Among the innovative Western nuclear reactors, the High Temperature Gas Reactor (HTR) represents one of the most interesting candidates, both in terms of safety (very high) and of high cheapness and low environmental impact, even regarding thermal pollution.

Since 1945, a HTR design had been proposed in the United States by Farrington Daniels. Later on, in the '50, a series of studies on the HTR has been begun in various countries, among which United Kingdom, USA and Germany. They have finally lead to the construction of three prototypes (DRAGON in United Kingdom, Peach Bottom in United States and AVR in Germany). The fundamental innovation in the field of the fuel technology of the HTR has been the invention of the Coated Particle (CP) with its exceptional qualities in terms of resistance and retention of the fission products. Also at the University of Pisa these reactors have been studied since long time, starting from the first researches got ahead by Prof. Poggi and Prof. Cerullo.

These reactors are characterized by a fully ceramic core and a neutronically non-active and non-corrosive cooling (helium or carbon dioxide): due to these characteristics it is possible to have high operating temperatures. Large thermal capacity and low power density of the core constitute the reasons of the slow progression of potential accidents. These characteristics are some of the reasons for the interest in the development of the HTR (or HTGR, High Temperatures Gas Cooled Reactor, as these reactors are known outside the EU).

The fundamental element of HTR safety is that, even in accident conditions, the fission products are, de facto, fully retained (in air and water absence) into the CPs (TRISO type) for temperatures lower than 1600°C. Moreover, the already mentioned low power density, typical of these reactors (some KW/l), prevents to reach this temperature limit.

The great quantity of proposed HTR designs has often hidden the evolution phases of this type of reactors. However, today, these reactors can be considered an innovative answer to the world energy demand, both for the electric energy and for the hydrogen production and for the desalinization systems. The results that could be obtained from operation of HTTR in Japan and HTR-10 in China in conjunction with the experience already available from other GCRs, constitute a strong technological basis for a present (PBMR - South Africa) and future (GT-MHR - USA) commercial development of HTRs.

In addition to previously described thermal reactors, recently Gas Cooled Fast Reactors (GCFRs) have become to be studied by the international scientific community. Due to the positive characteristics common to all the fast reactors (possibility of self-generation and therefore improved fuel exploitation, high fluence and therefore greater potentialities of burning nuclear waste) and to those common to the reactors cooled by an inert gas (no phase change and no nuclear and/or chemical reactions  between the coolant and the structural materials and/or the fuel), this kind of reactors, even if they are still in a preliminary stage of development, represents a very interesting prospect for future nuclear technology development.

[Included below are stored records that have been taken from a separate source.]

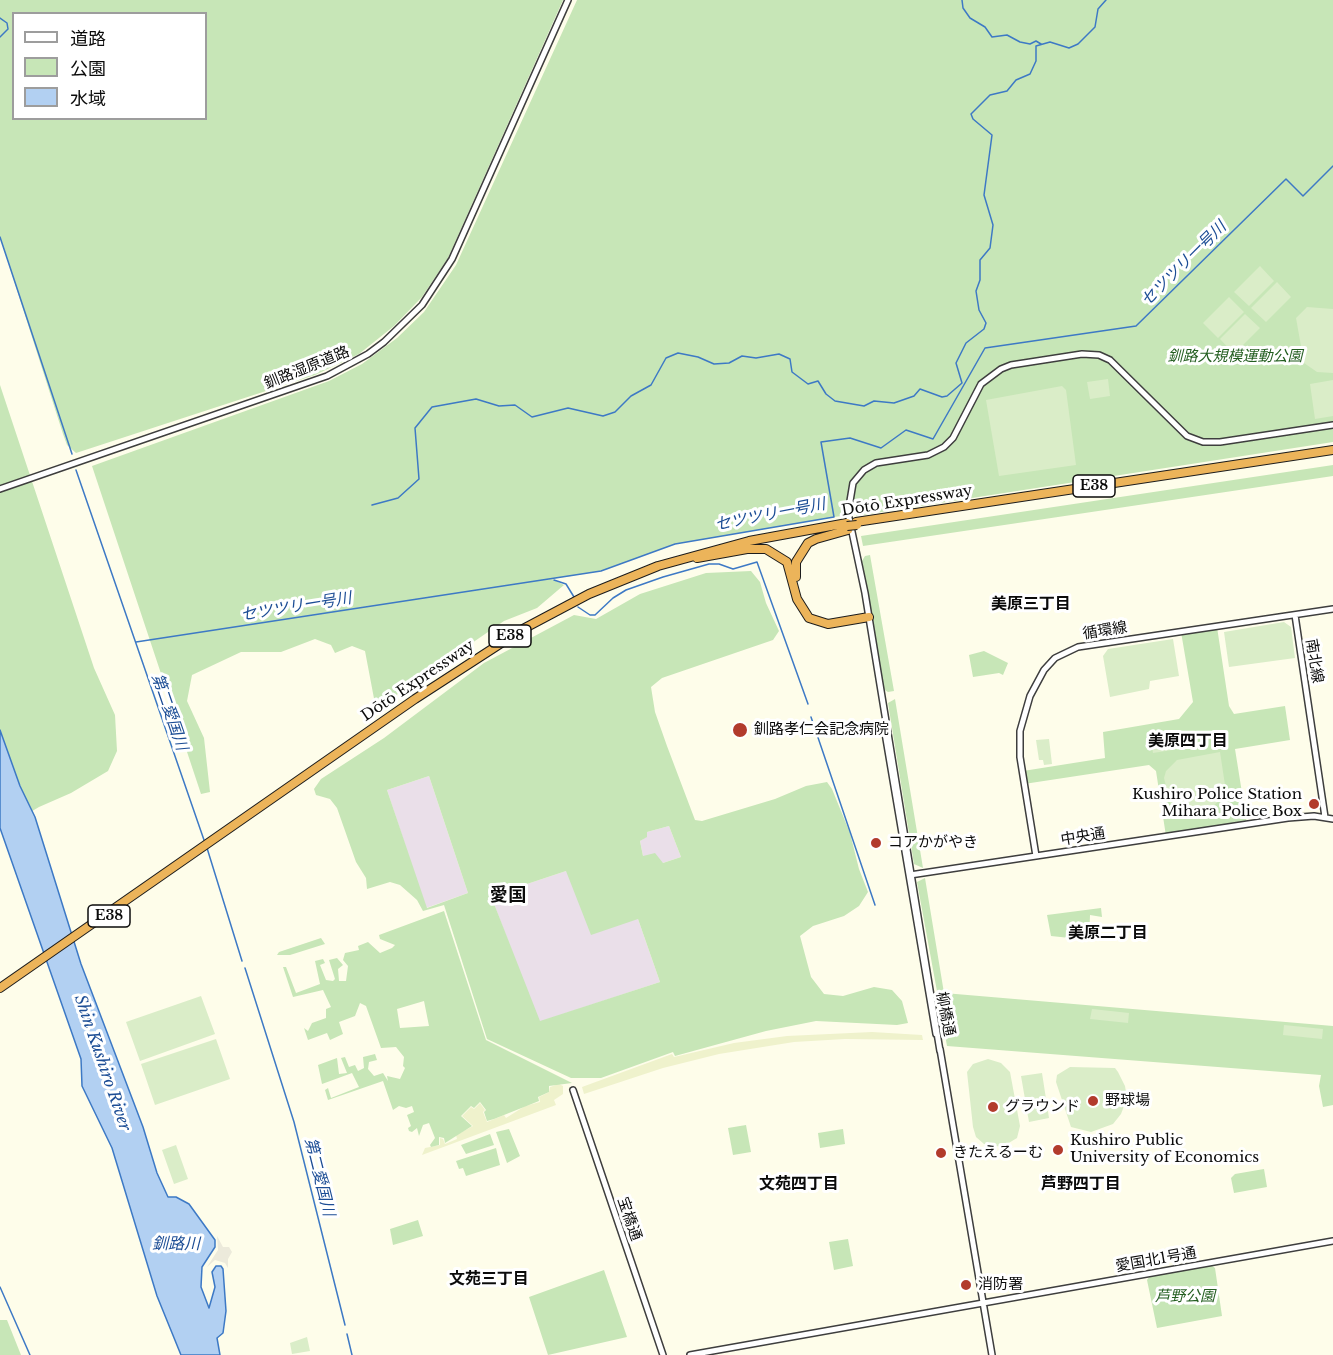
<!DOCTYPE html>
<meta charset="utf-8">
<style>
body{margin:0}
#map{position:relative;width:1333px;height:1355px;overflow:hidden;background:#fefdea;font-family:"Libre Baskerville","Noto Sans JP",serif}
canvas{display:block}
.legend{position:absolute;left:12px;top:12px;width:195px;height:108px;box-sizing:border-box;background:#fff;border:2px solid #9d9d9d;margin:0;padding:8px 10px;list-style:none;font-size:18px;color:#0b0b0b}
.legend li{display:flex;align-items:center;gap:12px;height:30px}
.legend b{width:30px;border:2px solid #9d9d9d}
</style>
<div id="map">
<canvas width="1333" height="1355"></canvas>
<ul class="legend">
<li><b style="height:8px;background:#fff"></b>道路</li>
<li><b style="height:16px;background:#c7e6b7"></b>公園</li>
<li><b style="height:16px;background:#b2d0f2"></b>水域</li>
</ul>
</div>
<script>
const ctx = document.querySelector('canvas').getContext('2d');
ctx.lineJoin = 'round';
function paint(path, color) {
  ctx.fillStyle = color;
  ctx.fill(path, 'evenodd');
}
function shape(rows) {
  const path = new Path2D();
  for (const r of rows) {
    path.moveTo(r[0], r[1]);
    for (let i = 2; i < r.length; i += 2) path.lineTo(r[i], r[i + 1]);
  }
  return path;
}
function trace(path, color, width, dash) {
  ctx.strokeStyle = color;
  ctx.lineWidth = width;
  ctx.lineCap = dash ? 'butt' : 'round';
  ctx.setLineDash(dash || []);
  ctx.stroke(path);
}
function label(font, color, halo, rows, align = 'center') {
  ctx.font = font + ' "Libre Baskerville","Noto Sans JP",serif';
  ctx.lineWidth = 6;
  ctx.setLineDash([]);
  ctx.textBaseline = 'middle';
  ctx.strokeStyle = halo;
  ctx.fillStyle = color;
  for (const [text, x, y, turn = 0] of rows) {
    ctx.save();
    ctx.translate(x, y);
    ctx.rotate((+turn || 0) * Math.PI / 180);
    ctx.textAlign = isNaN(turn) ? turn : align;
    if (halo) ctx.strokeText(text, 0, 0);
    ctx.fillText(text, 0, 0);
    ctx.restore();
  }
}
paint(shape([
 [429,776,468,893,426,908,387,790],
 [669,826,681,857,663,863,643,856,640,841,646,837,647,832],
 [566,871,638,919,660,982,539,1022,491,896]
]), '#eadfe9');
paint(shape([
 [872,1032,922,1035,923,1040,845,1039,794,1042,719,1054,663,1068,584,1094,582,1087,672,1054,674,1057,734,1043,787,1036],
 [559,1084,563,1086,563,1094,554,1100,556,1105,422,1155,425,1148,440,1145,440,1138,443,1139,445,1144,457,1139,456,1135,473,1126,462,1116,471,1107,474,1109,480,1103,485,1110,483,1112,487,1122,504,1115,506,1118,525,1106,540,1102,539,1097,549,1092,550,1087]
]), '#eff2cc');
paint(shape([
 [0,0,563,0,448,258,422,297,394,326,359,354,315,375,76,453,67,445,63,434,0,237],
 [14,14,206,14,206,118,14,118],
 [577,0,1333,0,1333,442,856,516,856,514,834,517,675,544,601,571,552,579,564,585,537,608,504,621,376,709,365,651,352,646,335,653,331,645,315,639,281,652,241,652,192,675,187,701,204,738,210,792,201,794,92,466,329,381,362,364,397,338,424,312,456,265],
 [0,385,94,668,115,715,117,751,108,771,71,793,39,807,0,830],
 [1333,465,1333,476,1058,517,863,546,861,536],
 [870,555,894,691,888,692,883,689,862,561,865,556],
 [751,571,760,582,766,603,779,631,773,640,662,678,651,687,655,712,667,746,695,820,702,821,775,799,806,786,827,782,832,789,850,833,859,869,868,892,859,906,844,916,813,926,800,936,811,977,824,994,843,996,874,987,892,990,902,1001,908,1023,897,1025,816,1021,766,1031,675,1056,673,1052,601,1078,571,1078,487,1039,444,905,423,911,417,900,400,885,390,882,367,889,366,878,356,862,337,808,330,799,316,795,314,789,321,779,384,738,484,663,574,615,596,619,640,594,706,573],
 [429,776,468,893,427,908,387,790],
 [669,826,681,857,663,863,655,853,643,856,640,841,647,837,647,832],
 [566,871,591,935,638,919,660,982,540,1021,491,896],
 [1217,627,1229,706,1234,714,1285,706,1290,740,1235,749,1247,824,1166,836,1156,771,1149,765,1024,784,1023,771,1105,758,1103,732,1179,719,1193,702,1181,632],
 [984,651,1008,663,1003,675,999,673,973,677,969,655],
 [895,699,923,868,914,864,888,703],
 [925,878,944,993,1333,1026,1333,1105,1323,1107,1319,1086,1321,1075,947,1046,917,882],
 [1101,908,1102,917,1090,915,1089,940,1051,936,1047,915],
 [444,911,486,1040,572,1083,549,1086,549,1092,538,1097,539,1101,494,1119,487,1121,484,1112,486,1110,480,1102,474,1108,471,1106,461,1116,472,1126,445,1143,444,1138,439,1137,439,1145,431,1147,430,1145,435,1138,429,1123,423,1125,419,1136,417,1128,412,1132,409,1131,408,1128,411,1126,407,1115,414,1112,412,1106,406,1108,399,1106,393,1110,383,1081,328,1100,325,1090,328,1088,331,1098,359,1087,352,1073,322,1084,318,1065,337,1058,339,1074,347,1073,341,1058,345,1057,349,1067,355,1065,358,1071,364,1068,363,1057,375,1054,377,1060,369,1062,368,1069,374,1076,383,1073,388,1081,387,1076,400,1079,405,1068,403,1066,404,1057,396,1047,381,1048,366,1006,360,1003,355,1016,339,1022,343,1034,330,1040,327,1033,308,1040,304,1028,308,1031,312,1023,326,1018,326,1009,331,1007,323,990,293,997,283,967,286,967,296,993,320,984,315,961,323,959,325,963,320,965,326,980,333,981,335,979,329,960,337,958,343,965,338,969,339,981,346,981,348,966,343,960,345,953,359,950,358,946,368,942,380,953,392,948,395,945,380,939,379,935],
 [424,1001,429,1026,400,1028,397,1009],
 [321,938,325,944,290,955,277,955,279,952],
 [746,1125,751,1152,733,1155,728,1128],
 [509,1129,520,1156,507,1163,496,1132],
 [843,1129,845,1144,820,1148,818,1133],
 [490,1134,494,1145,466,1154,461,1145],
 [496,1148,500,1165,466,1176,463,1168,459,1169,456,1161],
 [1264,1169,1267,1187,1234,1193,1231,1178,1235,1174],
 [418,1220,423,1236,393,1245,390,1229],
 [848,1239,853,1266,834,1270,829,1242],
 [1211,1265,1215,1268,1222,1316,1157,1328,1147,1280,1149,1277],
 [604,1270,627,1337,548,1355,529,1297],
 [0,1320,7,1320,21,1355,0,1355]
]), '#c7e6b7');
paint(shape([
 [1260,266,1274,281,1249,306,1234,292],
 [1277,282,1291,297,1266,322,1251,308],
 [1229,297,1244,312,1218,338,1203,323],
 [1307,307,1333,309,1333,373,1317,372,1304,363,1296,318],
 [1245,314,1260,328,1234,354,1220,339],
 [1108,379,1110,396,1090,399,1087,382],
 [1333,380,1333,416,1315,419,1310,384],
 [1062,386,1066,390,1076,465,999,476,986,400],
 [1284,622,1291,627,1295,658,1229,667,1224,632],
 [1173,639,1179,676,1150,681,1149,689,1110,697,1103,656,1108,649],
 [1169,731,1172,750,1153,753,1150,734],
 [1049,739,1052,764,1044,765,1043,760,1039,760,1036,740],
 [1220,752,1225,785,1219,801,1201,816,1193,819,1174,819,1164,778,1166,771,1177,760],
 [201,996,215,1034,140,1061,126,1022],
 [1092,1009,1129,1013,1128,1023,1090,1019],
 [1284,1025,1323,1029,1322,1039,1283,1035],
 [216,1039,230,1079,155,1105,141,1064],
 [988,1059,1001,1063,1010,1072,1020,1126,1017,1138,1002,1147,984,1144,976,1137,973,1127,967,1072,973,1064],
 [1070,1067,1115,1068,1118,1072,1125,1086,1127,1098,1121,1114,1113,1124,1091,1132,1071,1127,1056,1082,1057,1075],
 [1042,1073,1049,1118,1029,1122,1021,1076],
 [176,1145,188,1179,174,1184,162,1150],
 [307,1337,310,1351,292,1354,290,1343]
]), '#daedc8');
paint(shape([
 [217,1236,223,1247,229,1247,232,1252,228,1259,228,1268,225,1263,215,1260,207,1267,218,1250]
]), '#eceadb');
const water = shape([
 [0,730,20,786,35,817,81,964,143,1127,157,1173,168,1197,176,1197,189,1204,215,1240,215,1247,202,1267,201,1287,209,1308,215,1287,212,1272,216,1266,221,1266,223,1269,226,1311,223,1333,217,1338,220,1355,181,1355,157,1296,112,1148,82,1086,81,1059,0,828,0,730]
]);
paint(water, '#b2d0f2');
trace(water, '#3d79c5', 1.5);
trace(shape([
 [962,0,963,8,970,18,985,27,992,37,1007,35,1020,42,1030,44,1036,41,1041,44],
 [0,18,7,23,8,29,0,37],
 [0,237,72,454],
 [76,470,204,840],
 [372,505,398,498,419,479,415,428,432,407,476,399,499,406,515,405,532,417,568,408,603,416,615,412,631,396,651,385,666,358,678,353,698,357,714,364,729,363,742,356,756,358,779,354,790,359,792,372,808,384,818,381,826,394,835,401,864,406,874,401,894,403,914,396,920,389,942,397,947,396,962,383,956,363,966,343,984,329,986,323,979,310,976,291,980,280,980,260,990,248,993,225,984,195,992,135,973,119,971,114,990,95,1007,91,1016,80,1030,74,1036,61,1036,46,1050,42,1069,48,1078,44,1095,27,1098,9,1106,0],
 [554,580,566,584,574,597],
 [578,607,590,615,595,615,613,598,626,590,663,577,709,564,719,564,733,569,757,562,808,704],
 [136,642,601,571,675,544,834,517,821,442,850,438,881,448,906,430,933,439,985,348,1136,326,1286,179,1303,196,1333,166],
 [811,717,875,905],
 [207,848,242,961],
 [245,968,294,1122,345,1325],
 [0,1287,30,1355],
 [347,1334,352,1355]
]), '#3d79c5', 1.5);
const tertiary = shape([
 [0,489,327,376,368,354,384,342,422,305,452,259,568,0],
 [1295,615,1325,817],
 [884,727,936,1034],
 [1036,856,1020,757,1020,731,1030,696,1044,670,1055,658,1078,647,1333,609],
 [910,875,1288,818,1314,816,1333,819],
 [940,1049,992,1355],
 [940,1051,865,593,848,513,853,483,864,470,876,463,928,455,944,447,953,438,981,384,1001,369,1011,365,1082,354,1099,355,1110,360,1187,436,1203,442,1220,442,1333,425],
 [573,1090,663,1355],
 [690,1355,1333,1241]
]);
const motorway = shape([
 [856,522,1333,450],
 [697,558,747,549,766,549,787,562,797,599,809,618,828,624,869,617],
 [796,577,796,562,808,543,816,539,848,530],
 [0,988,415,699,523,629,589,594,658,566,749,541,847,523]
]);
trace(tertiary, '#3e3e3e', 8);
trace(motorway, '#1c1c1c', 10);
trace(tertiary, '#fff', 5);
trace(motorway, '#ecb45a', 8);
const motorwayBridge = shape([
 [847,526,857,525]
]);
trace(motorwayBridge, '#1c1c1c', 10, []);
trace(motorwayBridge, '#ecb45a', 8);
for (const [x, y, r, color] of [
 [740,730,8,"#b23b2c"],
 [1314,804,6,"#b23b2c"],
 [876,843,6,"#b23b2c"],
 [1093,1101,6,"#b23b2c"],
 [993,1107,6,"#b23b2c"],
 [1058,1150,6,"#b23b2c"],
 [941,1153,6,"#b23b2c"],
 [966,1285,6,"#b23b2c"]
]) {
  const dot = new Path2D();
  dot.arc(x, y, r, 0, 2 * Math.PI);
  ctx.fillStyle = color;
  ctx.fill(dot);
  trace(dot, '#fff', 2);
}
for (const [x, y, w] of [
 [1094,486,42],
 [510,636,42],
 [109,916,42]
]) {
  const box = new Path2D();
  box.roundRect(x - w / 2, y - 11, w, 22, 4.5);
  ctx.fillStyle = '#fff';
  ctx.fill(box);
  trace(box, '#0b0b0b', 1.5);
}
label('bold 14px', '#0b0b0b', null, [
 ["E38",1094,486],
 ["E38",510,636],
 ["E38",109,916]
]);
label('italic 15px', '#235e20', '#fff', [
 ["釧路大規模運動公園",1235,357],
 ["芦野公園",1185,1297]
]);
label('15px', '#0b0b0b', '#fff', [
 ["釧路湿原道路",307,368,-22],
 ["Dōtō Expressway",907,501,-9],
 ["循環線",1105,631,-9],
 ["南北線",1314,661,81],
 ["Dōtō Expressway",418,681,-34],
 ["中央通",1083,837,-9],
 ["柳橋通",945,1014,79],
 ["宝橋通",629,1219,71],
 ["愛国北1号通",1156,1260,-10]
]);
label('15px', '#0b0b0b', '#fff', [
 ["釧路孝仁会記念病院",754,730],
 ["Kushiro Police Station",1302,795,"right"],
 ["Mihara Police Box",1302,812,"right"],
 ["コアかがやき",888,843],
 ["野球場",1105,1101],
 ["グラウンド",1005,1107],
 ["Kushiro Public",1070,1141],
 ["University of Economics",1070,1158],
 ["きたえるーむ",953,1153],
 ["消防署",978,1285]
], 'left');
label('italic 16px', '#1c4d95', '#fff', [
 ["セツツリ一号川",1184,264,-45],
 ["セツツリ一号川",770,515,-11],
 ["セツツリ一号川",296,607,-9],
 ["第二愛国川",169,712,71],
 ["Shin Kushiro River",102,1063,71],
 ["第二愛国川",319,1177,76],
 ["釧路川",176,1244]
]);
label('bold 16px', '#0b0b0b', '#fff', [
 ["美原三丁目",1031,604],
 ["美原四丁目",1188,741],
 ["美原二丁目",1108,933],
 ["文苑四丁目",799,1184],
 ["芦野四丁目",1081,1184],
 ["文苑三丁目",489,1279]
]);
label('bold 18px', '#0b0b0b', '#fff', [
 ["愛国",508,896]
]);
</script>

Today it is quite popular to talk about the so-called hydrogen economy: many studies have demonstrated that the use of this element as fuel for the motor vehicles would help to reduce drastically (or even to avoid at all) every kind of local atmospheric pollution due to the transports. However the hydrogen, even if quite widespread in nature, can not be found in an unbounded state. Therefore it is necessary to spend energy in order to produce it: hydrogen is, in fact, just an energy carrier. Currently it is produced mainly by using fossil energy source (not renewable and subject to remarkable carbon dioxide emissions); its production by nuclear energy source (using HTRs and/or GCFRs) could constitute the key point for the reduction of urban pollution (smog). The residual heat at low temperature could be also used as domestic heat or for sea water desalinization.

Moreover, the good GCFRs' characteristics in terms of neutronics could allow the adoption of optimized fuel cycles in order to obtain the burning of nuclear waste (particularly of actinides). Some studies regarding plutonium consumption (both Weapon and Reactor Grade) have demonstrated (also by means of advanced software ad hoc developed) that the problem of the dangerousness of such chemical element (main contributor to the long term waste radiotoxicity) can meaningfully be reduced (of a factor 10, both in terms of radiotoxicity  for ingestion and in terms of mass) by adopting Th/Pu fuel cycle in the HTRs. In this way it should be possible to fertilize (and therefore to use) thorium, much more widespread (more than 2.5 times) than uranium and currently not used as nuclear fuel. Even better results could be obtained using symbiotic LWR-HTR-GCFR fuel cycles.